En las cocinas de miles de hogares de Albacete, así como en establecimientos hosteleros, hay un producto cotidiano que pasa desapercibido entre estanterías y cestas de la compra. Se utiliza a diario, es económico y se encuentra fácilmente en cualquier supermercado. Sin embargo, un reciente análisis ha encendido todas las alarmas sanitarias al detectar en él sustancias potencialmente peligrosas. Y lo más inquietante: su consumo podría implicar riesgos para la salud incluso en cantidades muy bajas. Hablamos del aceite de orujo y de un estudio de la OCU que no lo deja en buen lugar.

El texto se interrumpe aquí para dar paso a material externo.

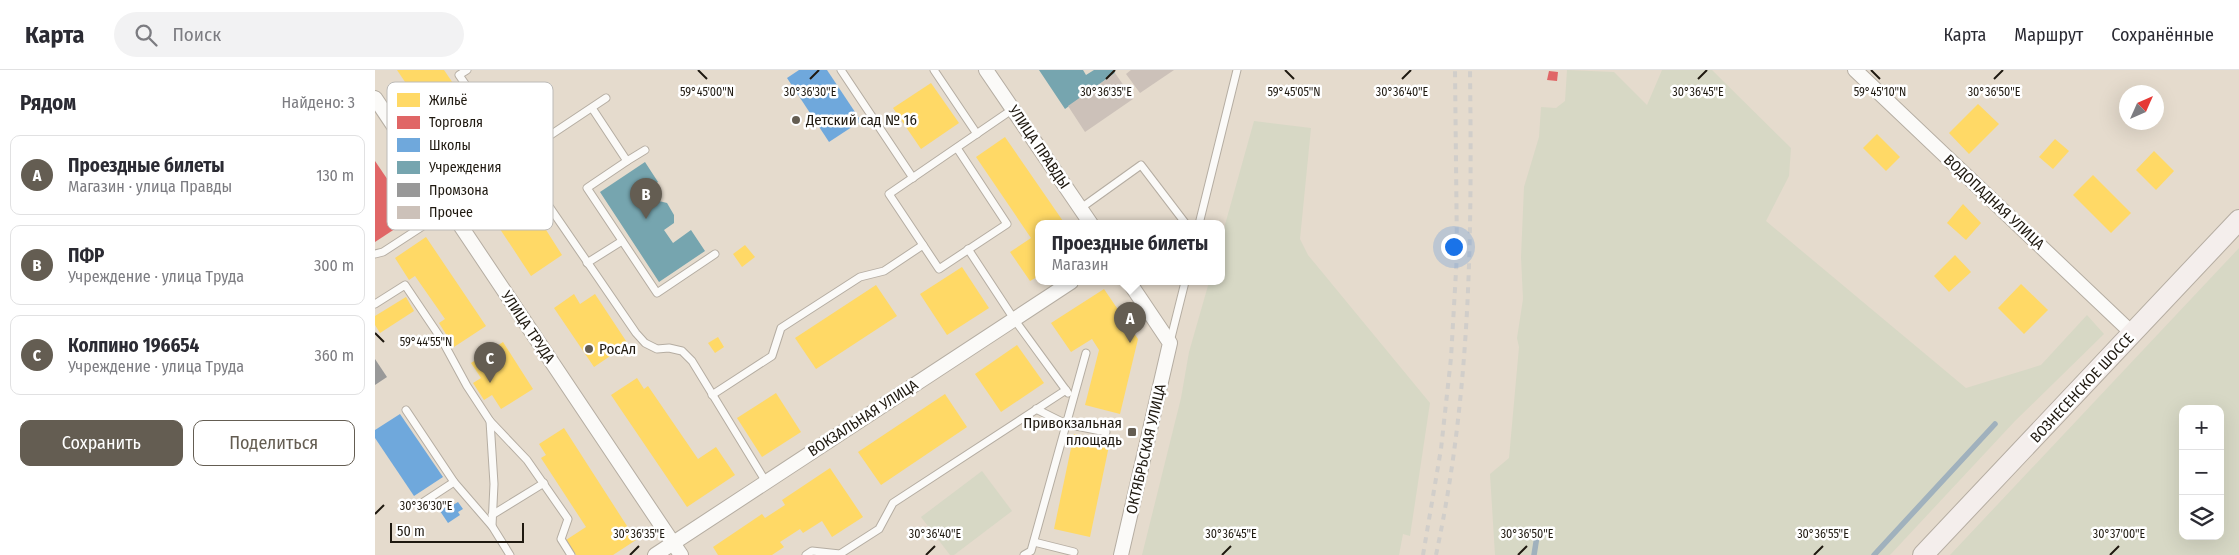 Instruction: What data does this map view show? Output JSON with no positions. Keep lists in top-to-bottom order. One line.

Alerta en Albacete y toda España por el aceite de orujo: la OCU pide su retirada inmediata
La Organización de Consumidores y Usuarios ha lanzado una seria advertencia tras analizar 65 productos alimentarios con riesgo de contaminación por hidrocarburos aromáticos. El resultado ha sido contundente: las 9 muestras de aceite de orujo de oliva examinadas presentan concentraciones de MOAH muy por encima de los valores orientativos fijados por la Comisión Europea.
Este producto, disponible en supermercados de Albacete y toda España, y consumido por muchos por su bajo precio, se sitúa ahora en el foco de la preocupación sanitaria. La OCU ha trasladado estos hallazgos a la Agencia Española de Seguridad Alimentaria y Nutrición (AESAN), solicitando la retirada inmediata del mercado de todos los aceites de este tipo.

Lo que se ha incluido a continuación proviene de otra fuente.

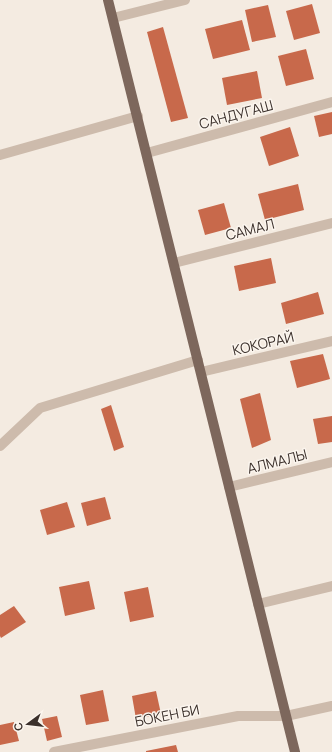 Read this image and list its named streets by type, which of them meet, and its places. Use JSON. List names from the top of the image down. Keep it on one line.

Qué son los MOAH y por qué preocupan a los expertos
Los MOAH (hidrocarburos aromáticos de aceites minerales) son compuestos químicos con sospechas fundadas de tener efectos cancerígenos y genotóxicos. Esto significa que podrían provocar cáncer o alterar el ADN tras una exposición prolongada.
Según la OCU, el riesgo no es menor: incluso a niveles bajos de consumo, estas sustancias pueden resultar perjudiciales, especialmente para colectivos vulnerables como embarazadas, menores o personas con sistemas inmunitarios debilitados.
Niveles hasta diez veces por encima del máximo recomendado
La gravedad del hallazgo radica en que todas las muestras analizadas superan ampliamente el límite orientativo de 10 mg/kg fijado por la AESAN el pasado año. En concreto, la presencia de MOAH es entre tres y diez veces superior a ese umbral.
Este dato ha encendido las alarmas no solo a nivel nacional, sino también en ciudades como Albacete, donde este aceite forma parte de la cesta habitual de muchas familias.
Posibles causas de la contaminación del aceite de orujo
El estudio apunta a varias posibles fuentes de contaminación: desde la migración de sustancias tóxicas desde los envases utilizados en la cosecha y el procesado, hasta el contacto accidental con lubricantes o la exposición a entornos contaminados.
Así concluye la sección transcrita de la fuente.